Evinde banyo yaptığı bir esnada tansiyonun yükselmesi sonucu beyin kanaması geçiren ve 7 Şubat'tan bu yana Van Bölge Eğitim ve Araştırma hastanesinde yoğun bakım altına tutulan Van`ın tanınmış İslami simalarında muhterem Ömer Ürgün hakkın rahmetine kavuştu.

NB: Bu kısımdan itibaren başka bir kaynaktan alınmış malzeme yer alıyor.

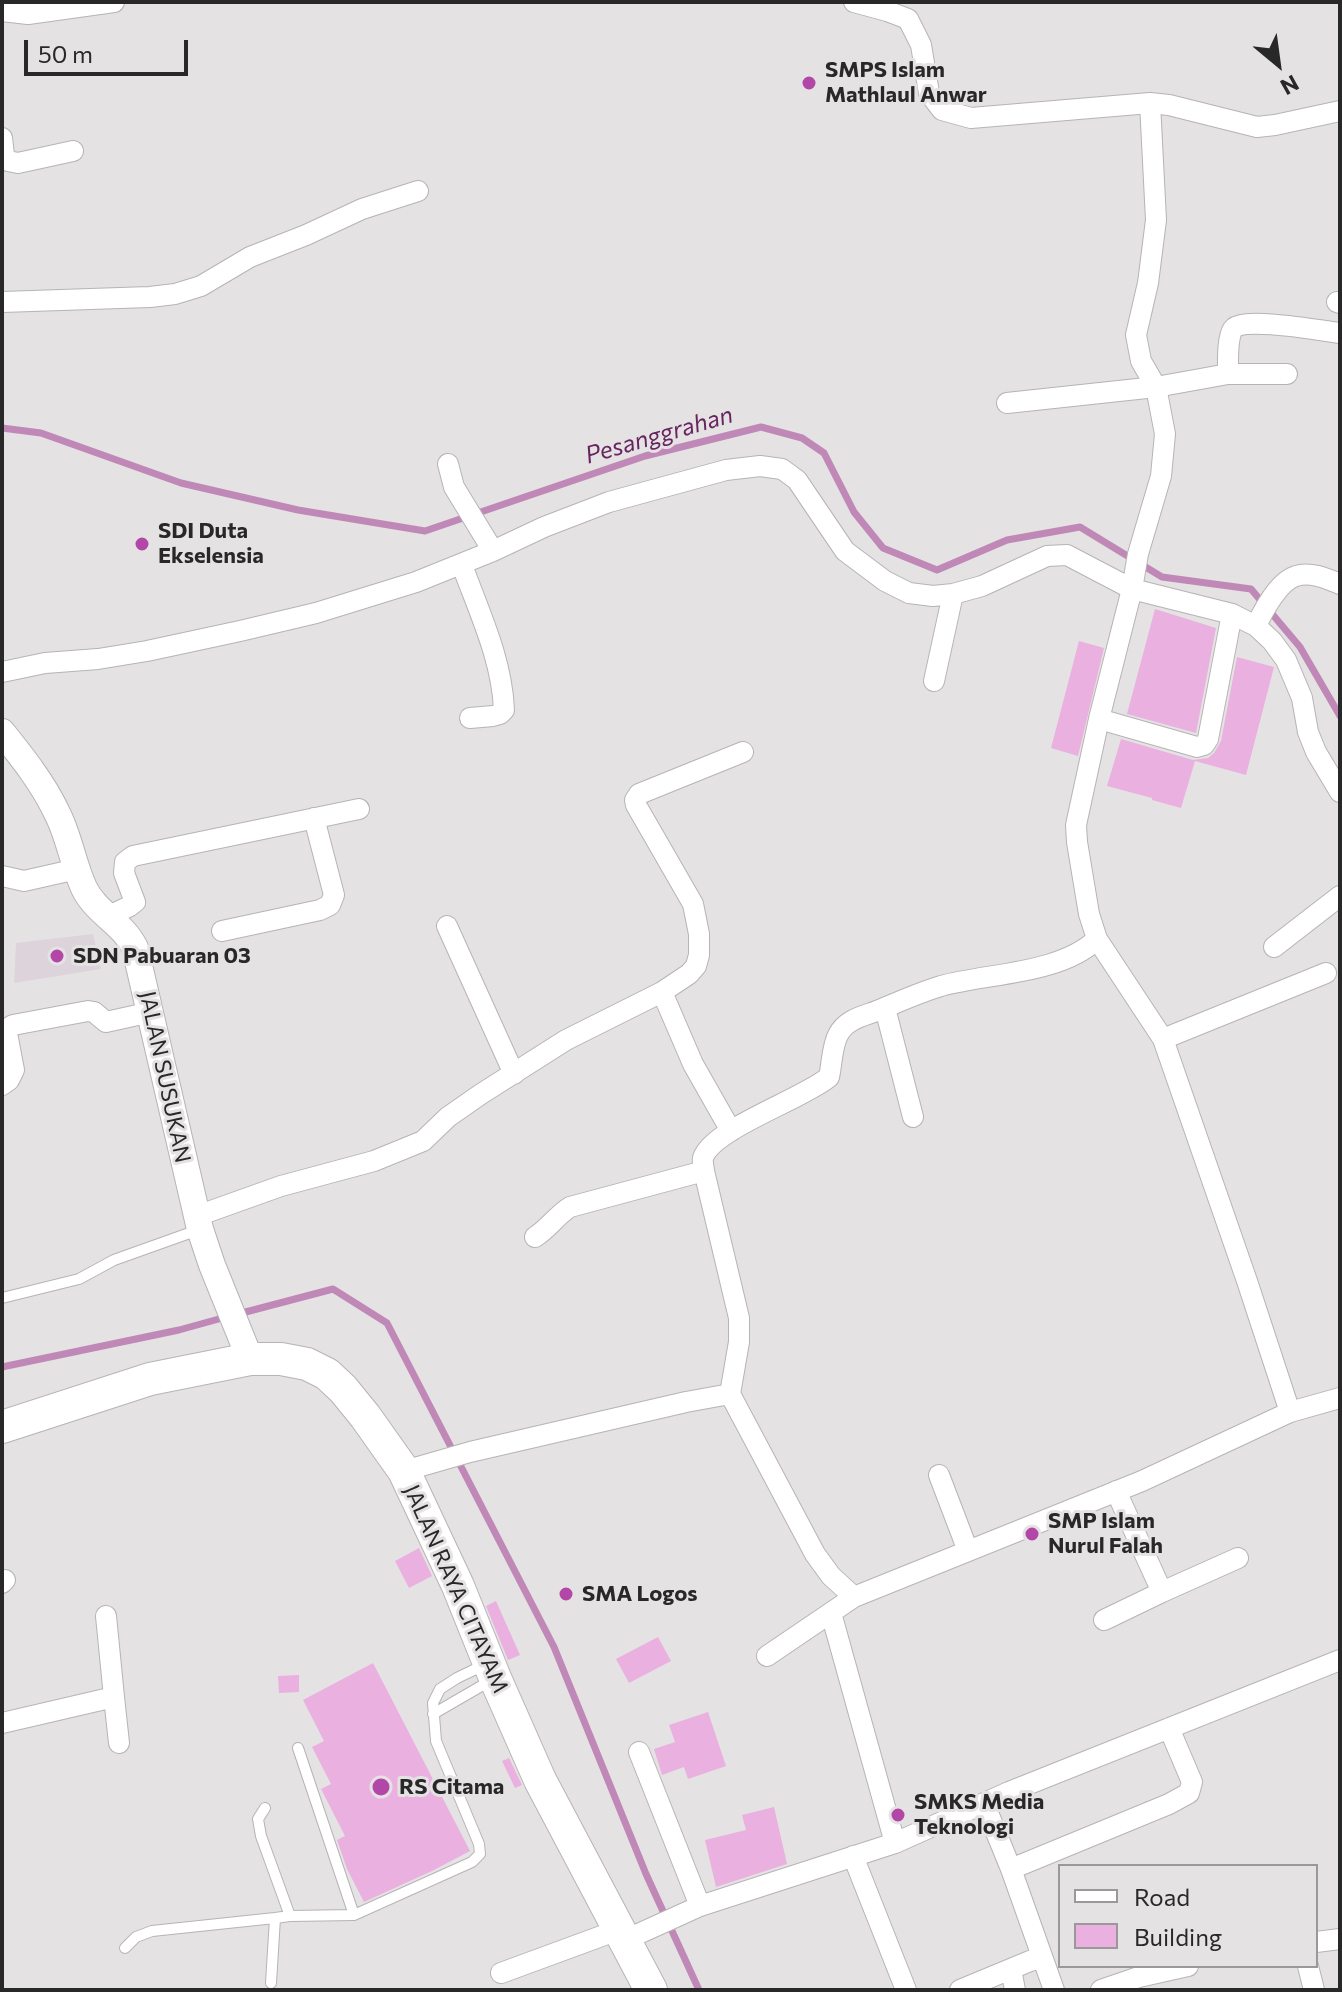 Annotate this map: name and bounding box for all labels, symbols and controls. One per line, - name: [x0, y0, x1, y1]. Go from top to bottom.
- scale bar: [28, 24, 192, 74]
- north arrow: [1238, 24, 1318, 104]
- text: 50 m: [38, 39, 93, 68]
- place label: SMPS Islam Mathlaul Anwar: [825, 57, 987, 108]
- text: N: [1276, 70, 1304, 101]
- marker: SMPS Islam Mathlaul Anwar: [800, 74, 818, 92]
- water label: Pesanggrahan: [582, 400, 736, 470]
- place label: SDI Duta Ekselensia: [158, 518, 264, 570]
- marker: SDI Duta Ekselensia: [133, 535, 151, 553]
- place label: SDN Pabuaran 03: [73, 943, 251, 969]
- marker: SDN Pabuaran 03: [48, 947, 66, 965]
- street label: JALAN SUSUKAN: [134, 989, 196, 1165]
- street label: JALAN RAYA CITAYAM: [398, 1481, 514, 1697]
- place label: SMP Islam Nurul Falah: [1048, 1508, 1163, 1560]
- marker: SMP Islam Nurul Falah: [1023, 1525, 1041, 1543]
- place label: SMA Logos: [582, 1581, 697, 1607]
- marker: SMA Logos: [557, 1585, 575, 1603]
- place label: RS Citama: [399, 1774, 504, 1800]
- marker: RS Citama: [370, 1776, 392, 1798]
- place label: SMKS Media Teknologi: [914, 1789, 1044, 1840]
- marker: SMKS Media Teknologi: [889, 1806, 907, 1824]
- legend: [1058, 1864, 1318, 1968]
- text: Road: [1134, 1882, 1190, 1911]
- text: Building: [1134, 1922, 1222, 1951] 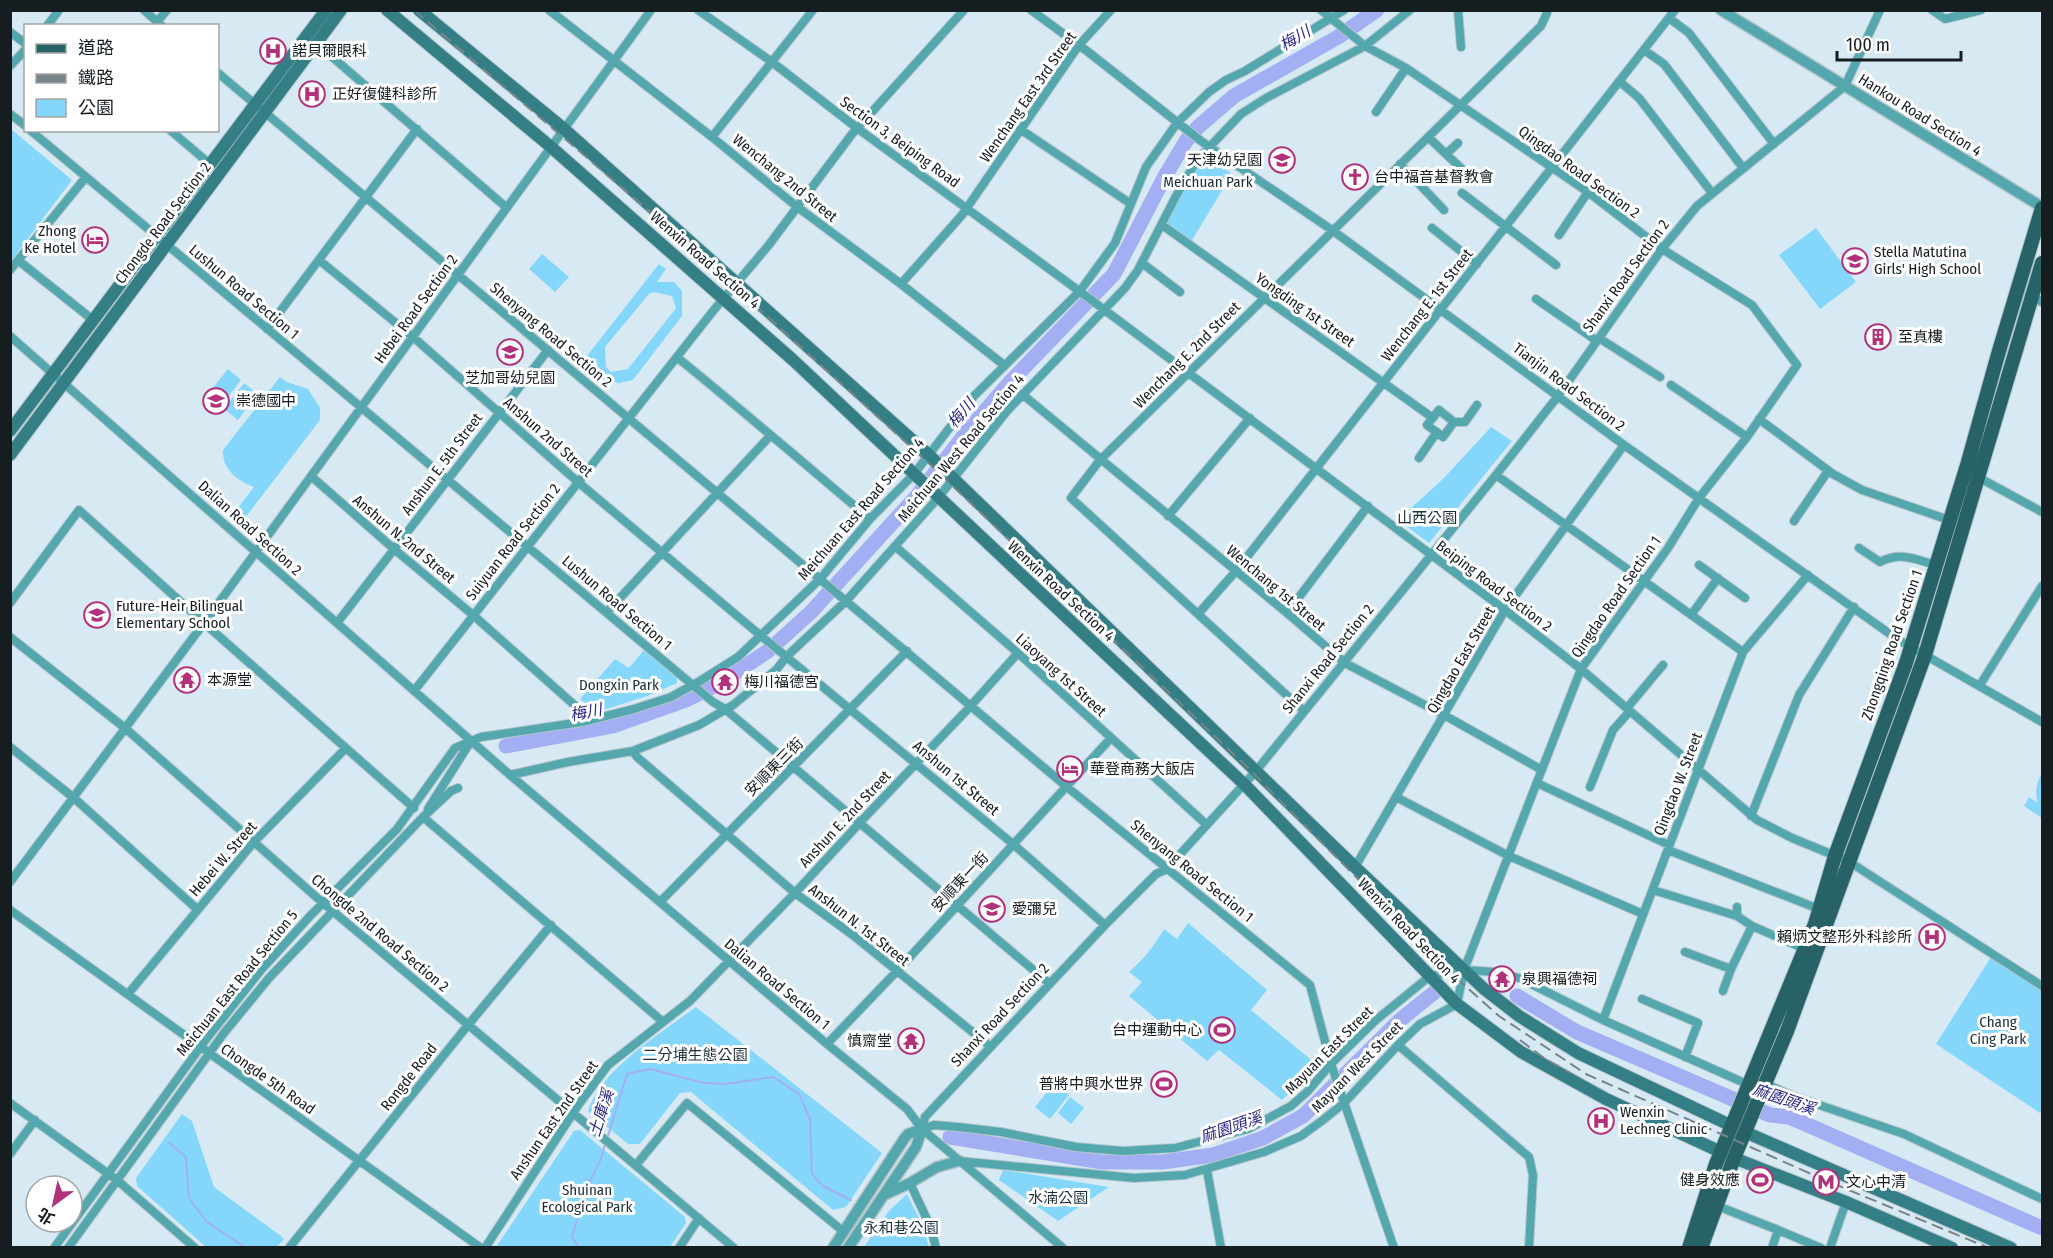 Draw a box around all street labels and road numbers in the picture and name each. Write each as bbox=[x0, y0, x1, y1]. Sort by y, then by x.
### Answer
street label: Wenchang East 3rd Street bbox=[976, 28, 1080, 166]
street label: Hankou Road Section 4 bbox=[1855, 70, 1985, 160]
street label: Section 3, Beiping Road bbox=[837, 93, 963, 191]
street label: Qingdao Road Section 2 bbox=[1515, 122, 1643, 222]
street label: Wenchang 2nd Street bbox=[729, 130, 841, 226]
street label: Chongde Road Section 2 bbox=[111, 158, 215, 287]
street label: Wenxin Road Section 4 bbox=[647, 207, 763, 313]
street label: Shanxi Road Section 2 bbox=[1579, 216, 1673, 336]
street label: Lushun Road Section 1 bbox=[186, 241, 302, 343]
street label: Wenchang E. 1st Street bbox=[1377, 245, 1477, 365]
street label: Hebei Road Section 2 bbox=[371, 251, 462, 367]
street label: Yongding 1st Street bbox=[1252, 269, 1358, 351]
street label: Shenyang Road Section 2 bbox=[486, 279, 616, 391]
street label: Wenchang E. 2nd Street bbox=[1130, 298, 1244, 412]
street label: Tianjin Road Section 2 bbox=[1509, 339, 1629, 435]
street label: Meichuan West Road Section 4 bbox=[894, 370, 1028, 526]
street label: Anshun 2nd Street bbox=[500, 393, 596, 481]
street label: Anshun E. 5th Street bbox=[398, 409, 486, 519]
street label: Meichuan East Road Section 4 bbox=[794, 434, 928, 584]
street label: Dalian Road Section 2 bbox=[195, 477, 306, 579]
street label: Suiyuan Road Section 2 bbox=[462, 480, 564, 604]
street label: Anshun N. 2nd Street bbox=[349, 491, 459, 587]
street label: Qingdao Road Section 1 bbox=[1567, 533, 1665, 661]
street label: Wenxin Road Section 4 bbox=[1004, 537, 1118, 645]
street label: Beiping Road Section 2 bbox=[1433, 537, 1556, 636]
street label: Wenchang 1st Street bbox=[1223, 541, 1329, 635]
street label: Lushun Road Section 1 bbox=[559, 552, 675, 654]
street label: Zhongqing Road Section 1 bbox=[1858, 568, 1926, 722]
street label: Shanxi Road Section 2 bbox=[1279, 601, 1378, 717]
street label: Qingdao East Street bbox=[1423, 603, 1499, 717]
street label: Liaoyang 1st Street bbox=[1012, 630, 1110, 720]
street label: Qingdao W. Street bbox=[1650, 730, 1706, 838]
street label: 安順東三街 bbox=[741, 734, 807, 800]
street label: Anshun 1st Street bbox=[909, 737, 1003, 819]
street label: Anshun E. 2nd Street bbox=[795, 767, 895, 871]
street label: Shenyang Road Section 1 bbox=[1127, 816, 1257, 926]
street label: Hebei W. Street bbox=[186, 818, 261, 900]
street label: 安順東一街 bbox=[928, 848, 992, 916]
street label: Chongde 2nd Road Section 2 bbox=[308, 870, 453, 996]
street label: Wenxin Road Section 4 bbox=[1354, 875, 1464, 987]
street label: Anshun N. 1st Street bbox=[805, 880, 913, 970]
street label: Meichuan East Road Section 5 bbox=[173, 906, 301, 1060]
street label: Dalian Road Section 1 bbox=[721, 935, 833, 1033]
street label: Shanxi Road Section 2 bbox=[947, 959, 1053, 1071]
street label: Mayuan East Street bbox=[1281, 1002, 1377, 1098]
street label: Mayuan West Street bbox=[1308, 1018, 1406, 1116]
street label: Chongde 5th Road bbox=[217, 1040, 319, 1118]
street label: Rongde Road bbox=[377, 1040, 441, 1114]
street label: Anshun East 2nd Street bbox=[506, 1057, 602, 1183] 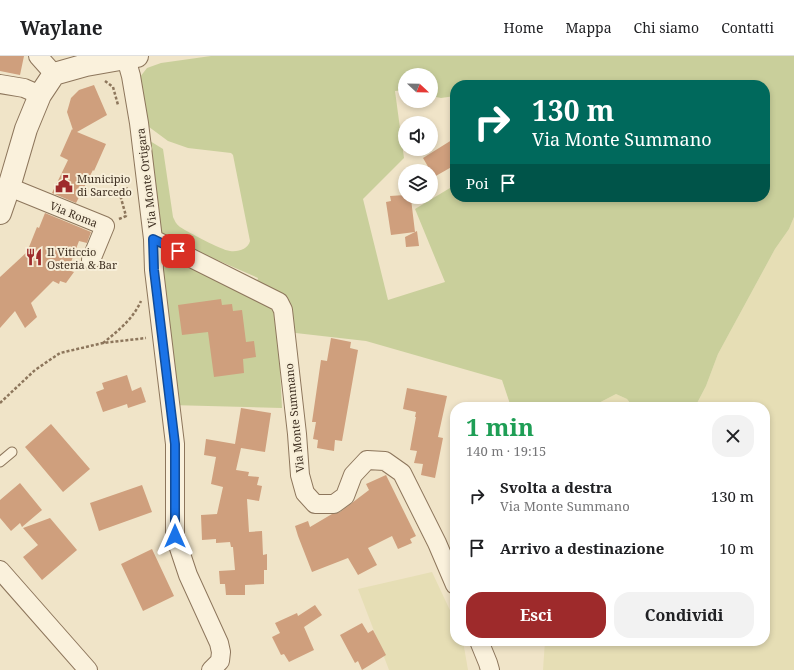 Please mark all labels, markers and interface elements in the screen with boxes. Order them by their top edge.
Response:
text: Waylane [20,15,103,41]
text: Home [504,18,543,37]
text: Mappa [565,18,612,37]
text: Chi siamo [634,18,699,37]
text: Contatti [721,18,774,37]
north arrow [398,68,438,108]
map controls [398,68,438,204]
text: 130 m [532,91,614,129]
icon: right [466,96,518,148]
button: sound [398,116,438,156]
street label: Via Monte Ortigara [132,127,160,229]
text: Via Monte Summano [532,127,712,151]
button: layers [398,164,438,204]
place label: Municipio di Sarcedo [77,171,132,199]
icon: arrive [497,172,519,194]
text: Poi [466,173,489,193]
public building icon: Municipio di Sarcedo [54,174,74,194]
street label: Via Roma [48,198,100,230]
pin [161,234,195,268]
icon: arrive [167,240,189,262]
place label: Il Viticcio Osteria & Bar [47,244,118,272]
restaurant icon: Il Viticcio Osteria & Bar [24,247,44,267]
street label: Via Monte Summano [281,363,307,473]
text: 1 min [466,410,534,443]
button: close [712,415,754,457]
text: 140 m · 19:15 [466,442,546,460]
text: Svolta a destra [500,477,612,497]
icon: right [466,485,488,507]
text: 130 m [711,486,754,506]
text: Via Monte Summano [500,497,630,515]
position arrow [154,515,196,557]
icon: arrive [466,537,488,559]
text: Arrivo a destinazione [500,538,664,558]
text: 10 m [719,538,754,558]
button: Esci [466,592,606,638]
button: Condividi [614,592,754,638]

Sahip olduğu İslamî hassasiyeti ve Hizbullah Cemaati ile tanıştıktan sonra cemaat saflarında verdiği mücadelesiyle tanınan Ürgün, 17 Ocak 2000 yılında İstanbul Beykoz`da yaşanan baskın olayından sonra gözaltına alınarak günlerce işkenceden geçirilmiş ve hakkında kurulan komplo ve yargı hileleriyle idamla yargılanmıştı.
Geçirdiği beyin kanaması sonucu vücudunun sol tarafı tamamen felç olan Ürgün, böbrek hastası olması hasebiyle de sürekli olarak diyalize alındığı, çok ağır şartlarda devam eden tedavi sürecinde yapılan tüm müdahalelere rağmen kurtarılamadığı öğrenildi.
“Ömer abi bizim için bir meşale gibiydi”
İslami mücadelesinde derin bir geçmişi olan ve bu mücadeleyi kendisi için bir kimlik haline getiren Ürgün`ün, Milli Türk Talebe Birliğinde (MTTB) saflarında başlayan mücadelesi hiçbir zaman iskata uğramadığını belirten dava arkadaşları, “Ömer abi bizim için bir meşale gibiydi. Aradan geçen yıllara ve hastalıktan çökmüş bedenine rağmen gözleri hep Hüseyni olarak başlattığı bu davasını yine Hüseyni bir çizgide bitirebilmekti. Hep bunun mücadelesini verdi.” Diyerek Ömer abilerinin gönlündeki özlemlerini dile getirdiler.
“Yaptığımız fiiller ile İslam`a İslam davasına laf getirme hakkına sahip değiliz”
1980 darbesi sonrası ve sonrasında bölgede gelişen olaylarda tavrını çok net olarak belirlediğini ve Hizbullah Cemaati Kurucu Rehberi Şehit Hüseyin Velioğlu ile tanıştıktan sonra cemaatin saflarından bir daha ayrılmadığını belirten dostları sözlerini şöyle sürdürdü:
“Ömer abi Hizbullah Cemaatini bu toplum için, asırlar boyu ezilmiş bu mazlum halk için hep bir şans olarak gördü. Onun için yıllarını bunun için feda etti. Bu camiayı hep saf ve pak olarak gördü ve öyle inanıyordu. Bundan dolayı bu camia içerisinde olup da İslam`a uymayan bir şahsı gördüğünde adeta kahroluyor, içi içini yiyordu. Her zaman şunu nasihat olarak söylerdi: ‘Bizler Müslüman`ız. Feraset sahibi olmalıyız. Yaptığımız fiiller ile İslam`a İslam davasına laf getirme hakkına sahip değiliz. Hiç kimse bize Allah`ın rıza göstermeyeceği bir fiili yaptıramamalı. Çünkü peygamber öyle emrediyor.` O bu cemaatten bunu öğrenmişti ve böylede uyguluyordu.
“2000- 2003 yılları arasında 3,5 yıl cezaevi yatmıştı”
İnandığı davası uğruna 3,5 yıl cezaevinde kalan ve cezaevinde kaldığı süre içerisine hastalığı ağırlaşan Ürgün, bu süreç içerisinde kendisinde meydana gelen şeker hastalığı ile her iki böbreğini de kaybetmiş ve uzun yıllardır devam eden tedavileri bir netice vermemişti.
Ömrünü İslam davasına ve karşısındaki kim olursa olsun hakkı söylemekten hiçbir zaman geri durmayan Ürgün, yıllarca mücadelesini sürdürdüğü Van`da bu gün akşam saat 20.00 sıralarında hakkın rahmetine kavuştu.
Muhakkak ki Allah`tan geldik ve yine ona döneceğiz… (Fikret Özkan – İLKHA)
Doğruhaber ailesi olarak Ömer Ürgün abimize Yüce Mevla'dan rahmet, geride kalan başta ailesi olmak üzere tüm sevenlerine sabr-ı cemil diliyoruz.